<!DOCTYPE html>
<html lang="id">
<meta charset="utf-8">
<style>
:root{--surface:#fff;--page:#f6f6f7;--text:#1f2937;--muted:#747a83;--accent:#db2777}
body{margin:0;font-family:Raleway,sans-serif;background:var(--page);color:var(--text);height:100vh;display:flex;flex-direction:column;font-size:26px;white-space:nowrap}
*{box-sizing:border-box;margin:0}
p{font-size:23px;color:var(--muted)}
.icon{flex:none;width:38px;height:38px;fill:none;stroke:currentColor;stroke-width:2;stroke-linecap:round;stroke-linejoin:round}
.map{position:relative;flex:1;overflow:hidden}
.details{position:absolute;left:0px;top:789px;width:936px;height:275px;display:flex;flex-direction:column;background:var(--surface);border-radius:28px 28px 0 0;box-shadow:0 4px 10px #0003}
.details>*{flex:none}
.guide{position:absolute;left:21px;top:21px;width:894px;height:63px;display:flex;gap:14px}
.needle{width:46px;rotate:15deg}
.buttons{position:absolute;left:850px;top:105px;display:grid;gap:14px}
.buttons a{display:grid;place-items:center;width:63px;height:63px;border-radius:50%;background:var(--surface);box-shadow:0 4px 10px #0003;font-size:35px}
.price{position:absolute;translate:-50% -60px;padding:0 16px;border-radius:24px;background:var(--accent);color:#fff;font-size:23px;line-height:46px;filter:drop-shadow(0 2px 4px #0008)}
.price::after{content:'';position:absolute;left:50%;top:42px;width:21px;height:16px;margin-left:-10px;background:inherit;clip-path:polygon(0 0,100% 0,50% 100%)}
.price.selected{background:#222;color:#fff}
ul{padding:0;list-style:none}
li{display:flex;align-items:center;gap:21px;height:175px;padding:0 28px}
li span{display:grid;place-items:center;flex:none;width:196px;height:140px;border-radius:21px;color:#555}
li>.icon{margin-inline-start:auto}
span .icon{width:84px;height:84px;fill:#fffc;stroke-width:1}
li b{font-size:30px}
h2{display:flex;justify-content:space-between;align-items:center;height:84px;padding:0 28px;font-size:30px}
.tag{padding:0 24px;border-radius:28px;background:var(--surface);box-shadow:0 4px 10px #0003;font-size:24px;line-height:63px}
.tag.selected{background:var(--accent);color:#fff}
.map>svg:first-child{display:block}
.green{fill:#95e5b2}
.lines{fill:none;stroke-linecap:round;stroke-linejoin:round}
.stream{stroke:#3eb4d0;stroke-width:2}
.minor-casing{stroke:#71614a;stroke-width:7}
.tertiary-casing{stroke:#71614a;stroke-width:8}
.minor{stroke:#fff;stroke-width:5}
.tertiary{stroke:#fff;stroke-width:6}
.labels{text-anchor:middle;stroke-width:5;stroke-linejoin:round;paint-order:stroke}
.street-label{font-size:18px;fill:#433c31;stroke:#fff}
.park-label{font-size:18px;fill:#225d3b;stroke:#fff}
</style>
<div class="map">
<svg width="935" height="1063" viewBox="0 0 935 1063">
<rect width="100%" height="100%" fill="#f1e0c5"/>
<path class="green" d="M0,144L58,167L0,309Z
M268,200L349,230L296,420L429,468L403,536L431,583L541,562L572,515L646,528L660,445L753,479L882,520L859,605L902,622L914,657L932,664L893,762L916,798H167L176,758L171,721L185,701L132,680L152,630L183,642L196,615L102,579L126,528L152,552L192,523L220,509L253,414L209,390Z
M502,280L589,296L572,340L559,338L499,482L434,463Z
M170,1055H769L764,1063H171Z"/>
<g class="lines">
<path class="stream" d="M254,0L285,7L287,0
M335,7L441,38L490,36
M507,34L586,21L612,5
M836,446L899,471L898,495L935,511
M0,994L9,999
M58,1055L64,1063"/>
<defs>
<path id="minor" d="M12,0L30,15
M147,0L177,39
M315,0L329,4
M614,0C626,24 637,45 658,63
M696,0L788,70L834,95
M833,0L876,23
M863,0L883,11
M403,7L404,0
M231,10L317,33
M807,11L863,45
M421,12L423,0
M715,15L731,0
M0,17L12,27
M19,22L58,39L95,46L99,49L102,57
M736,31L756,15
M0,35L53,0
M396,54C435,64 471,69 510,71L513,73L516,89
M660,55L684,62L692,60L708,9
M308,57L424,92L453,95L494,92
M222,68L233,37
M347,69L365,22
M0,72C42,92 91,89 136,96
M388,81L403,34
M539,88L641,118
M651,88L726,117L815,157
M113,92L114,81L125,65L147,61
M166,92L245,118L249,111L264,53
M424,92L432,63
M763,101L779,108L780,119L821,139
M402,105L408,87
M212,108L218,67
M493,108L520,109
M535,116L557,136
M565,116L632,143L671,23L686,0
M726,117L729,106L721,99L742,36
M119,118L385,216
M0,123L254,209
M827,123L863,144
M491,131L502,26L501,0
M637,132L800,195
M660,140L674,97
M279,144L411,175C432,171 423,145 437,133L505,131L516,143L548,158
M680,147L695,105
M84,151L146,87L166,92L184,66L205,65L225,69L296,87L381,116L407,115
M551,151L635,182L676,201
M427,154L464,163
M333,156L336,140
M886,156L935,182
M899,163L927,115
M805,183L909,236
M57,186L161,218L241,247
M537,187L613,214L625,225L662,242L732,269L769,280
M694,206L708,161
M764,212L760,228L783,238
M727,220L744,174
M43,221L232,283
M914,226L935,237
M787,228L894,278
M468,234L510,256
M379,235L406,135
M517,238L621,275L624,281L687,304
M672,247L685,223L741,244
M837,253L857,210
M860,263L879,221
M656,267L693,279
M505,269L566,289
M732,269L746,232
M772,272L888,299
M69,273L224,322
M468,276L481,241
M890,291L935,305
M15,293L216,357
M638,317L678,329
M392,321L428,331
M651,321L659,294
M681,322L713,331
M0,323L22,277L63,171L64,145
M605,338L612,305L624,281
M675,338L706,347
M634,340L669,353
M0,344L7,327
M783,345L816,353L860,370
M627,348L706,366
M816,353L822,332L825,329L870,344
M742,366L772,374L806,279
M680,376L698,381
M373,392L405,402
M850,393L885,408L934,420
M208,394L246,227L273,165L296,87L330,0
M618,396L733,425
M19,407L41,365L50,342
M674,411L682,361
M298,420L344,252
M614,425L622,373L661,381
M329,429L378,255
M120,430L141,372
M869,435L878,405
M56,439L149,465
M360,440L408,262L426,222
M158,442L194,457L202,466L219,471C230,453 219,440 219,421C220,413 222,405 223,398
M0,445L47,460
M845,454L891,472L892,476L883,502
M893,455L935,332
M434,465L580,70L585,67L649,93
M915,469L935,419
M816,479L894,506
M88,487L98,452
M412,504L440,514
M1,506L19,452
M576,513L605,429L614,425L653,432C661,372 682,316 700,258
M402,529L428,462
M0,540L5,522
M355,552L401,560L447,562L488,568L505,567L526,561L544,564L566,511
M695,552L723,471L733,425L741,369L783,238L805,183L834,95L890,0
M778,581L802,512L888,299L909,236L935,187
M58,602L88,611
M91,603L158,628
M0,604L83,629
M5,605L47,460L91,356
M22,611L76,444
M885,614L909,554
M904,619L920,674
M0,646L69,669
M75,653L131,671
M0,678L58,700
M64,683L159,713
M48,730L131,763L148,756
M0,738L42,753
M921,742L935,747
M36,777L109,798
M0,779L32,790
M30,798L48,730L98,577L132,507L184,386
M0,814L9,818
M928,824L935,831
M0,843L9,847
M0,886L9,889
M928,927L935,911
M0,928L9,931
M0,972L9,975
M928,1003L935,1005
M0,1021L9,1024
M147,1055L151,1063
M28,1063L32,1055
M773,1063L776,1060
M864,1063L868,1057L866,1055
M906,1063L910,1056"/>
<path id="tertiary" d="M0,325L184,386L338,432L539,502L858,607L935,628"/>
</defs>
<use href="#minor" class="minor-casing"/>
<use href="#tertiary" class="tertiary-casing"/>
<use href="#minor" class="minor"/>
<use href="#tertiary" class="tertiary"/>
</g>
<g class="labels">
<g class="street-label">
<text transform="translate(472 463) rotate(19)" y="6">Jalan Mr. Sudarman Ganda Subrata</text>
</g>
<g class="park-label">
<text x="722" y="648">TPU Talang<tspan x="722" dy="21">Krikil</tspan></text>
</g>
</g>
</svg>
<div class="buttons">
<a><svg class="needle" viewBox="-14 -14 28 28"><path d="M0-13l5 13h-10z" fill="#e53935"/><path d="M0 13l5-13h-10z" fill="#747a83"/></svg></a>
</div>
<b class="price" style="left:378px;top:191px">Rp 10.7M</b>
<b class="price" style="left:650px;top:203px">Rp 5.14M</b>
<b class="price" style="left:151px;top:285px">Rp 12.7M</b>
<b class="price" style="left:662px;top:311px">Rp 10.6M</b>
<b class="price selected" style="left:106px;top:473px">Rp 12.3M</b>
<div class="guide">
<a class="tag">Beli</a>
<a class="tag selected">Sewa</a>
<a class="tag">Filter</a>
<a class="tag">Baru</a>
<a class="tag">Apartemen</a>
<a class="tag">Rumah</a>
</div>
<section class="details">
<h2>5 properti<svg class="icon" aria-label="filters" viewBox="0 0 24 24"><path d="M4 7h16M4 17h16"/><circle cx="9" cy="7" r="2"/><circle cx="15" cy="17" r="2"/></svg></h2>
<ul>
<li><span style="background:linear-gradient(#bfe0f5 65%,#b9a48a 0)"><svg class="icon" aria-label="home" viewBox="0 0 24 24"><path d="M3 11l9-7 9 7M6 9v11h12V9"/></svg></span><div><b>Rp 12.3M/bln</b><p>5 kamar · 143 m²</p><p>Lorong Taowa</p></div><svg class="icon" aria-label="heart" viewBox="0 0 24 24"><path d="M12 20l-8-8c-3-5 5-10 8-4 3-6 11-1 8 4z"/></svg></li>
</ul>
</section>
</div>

════════════════════

* Description of the task
Your task is to copy each line of the entries that includes the word "margin".

* Solved problem
body{margin:0;font-family:Raleway,sans-serif;background:var(--page);color:var(--text);height:100vh;display:flex;flex-direction:column;font-size:26px;white-space:nowrap}
*{box-sizing:border-box;margin:0}
.price::after{content:'';position:absolute;left:50%;top:42px;width:21px;height:16px;margin-left:-10px;background:inherit;clip-path:polygon(0 0,100% 0,50% 100%)}
li>.icon{margin-inline-start:auto}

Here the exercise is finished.